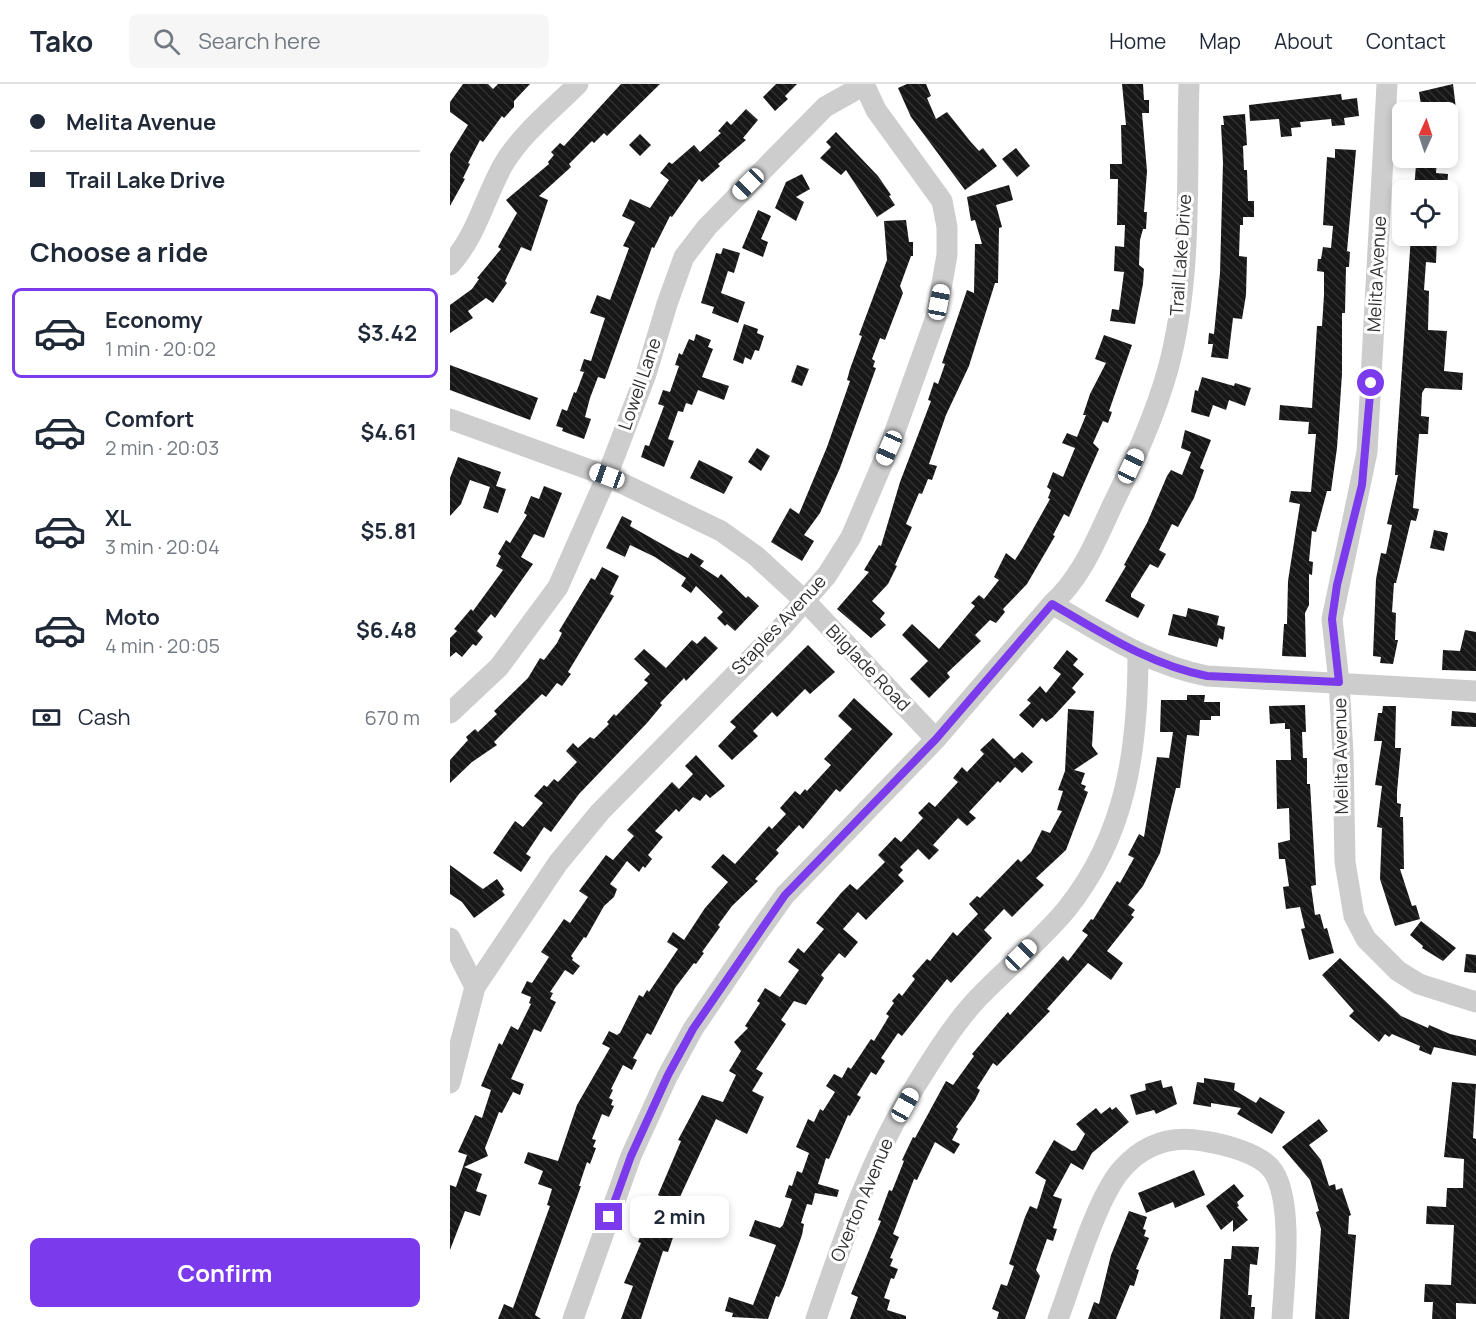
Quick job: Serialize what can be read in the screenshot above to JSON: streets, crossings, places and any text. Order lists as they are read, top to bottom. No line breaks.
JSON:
{"streets":{"street":["Trail Lake Drive","Melita Avenue","Lowell Lane","Staples Avenue","Bilglade Road","Overton Avenue"]},"crossings":[["Trail Lake Drive","Bilglade Road"],["Lowell Lane","Staples Avenue"],["Lowell Lane","Bilglade Road"],["Staples Avenue","Bilglade Road"]],"north":"top","page":{"header":"Tako","search":"Search here","nav":["Home","Map","About","Contact"],"banner":["Melita Avenue","Trail Lake Drive"],"heading":"Choose a ride","list":[{"name":"Economy","note":"1 min · 20:02","value":"$3.42"},{"name":"Comfort","note":"2 min · 20:03","value":"$4.61"},{"name":"XL","note":"3 min · 20:04","value":"$5.81"},{"name":"Moto","note":"4 min · 20:05","value":"$6.48"}],"pay":["Cash","670 m"],"bubble":"2 min","buttons":"Confirm"}}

Problem statement. Without including any image, reproduce the full listing above as written.

Solution for this exercise.
Quick job: Serialize what can be read in the screenshot above to JSON: streets, crossings, places and any text. Order lists as they are read, top to bottom. No line breaks.
JSON:
{"streets":{"street":["Trail Lake Drive","Melita Avenue","Lowell Lane","Staples Avenue","Bilglade Road","Overton Avenue"]},"crossings":[["Trail Lake Drive","Bilglade Road"],["Lowell Lane","Staples Avenue"],["Lowell Lane","Bilglade Road"],["Staples Avenue","Bilglade Road"]],"north":"top","page":{"header":"Tako","search":"Search here","nav":["Home","Map","About","Contact"],"banner":["Melita Avenue","Trail Lake Drive"],"heading":"Choose a ride","list":[{"name":"Economy","note":"1 min · 20:02","value":"$3.42"},{"name":"Comfort","note":"2 min · 20:03","value":"$4.61"},{"name":"XL","note":"3 min · 20:04","value":"$5.81"},{"name":"Moto","note":"4 min · 20:05","value":"$6.48"}],"pay":["Cash","670 m"],"bubble":"2 min","buttons":"Confirm"}}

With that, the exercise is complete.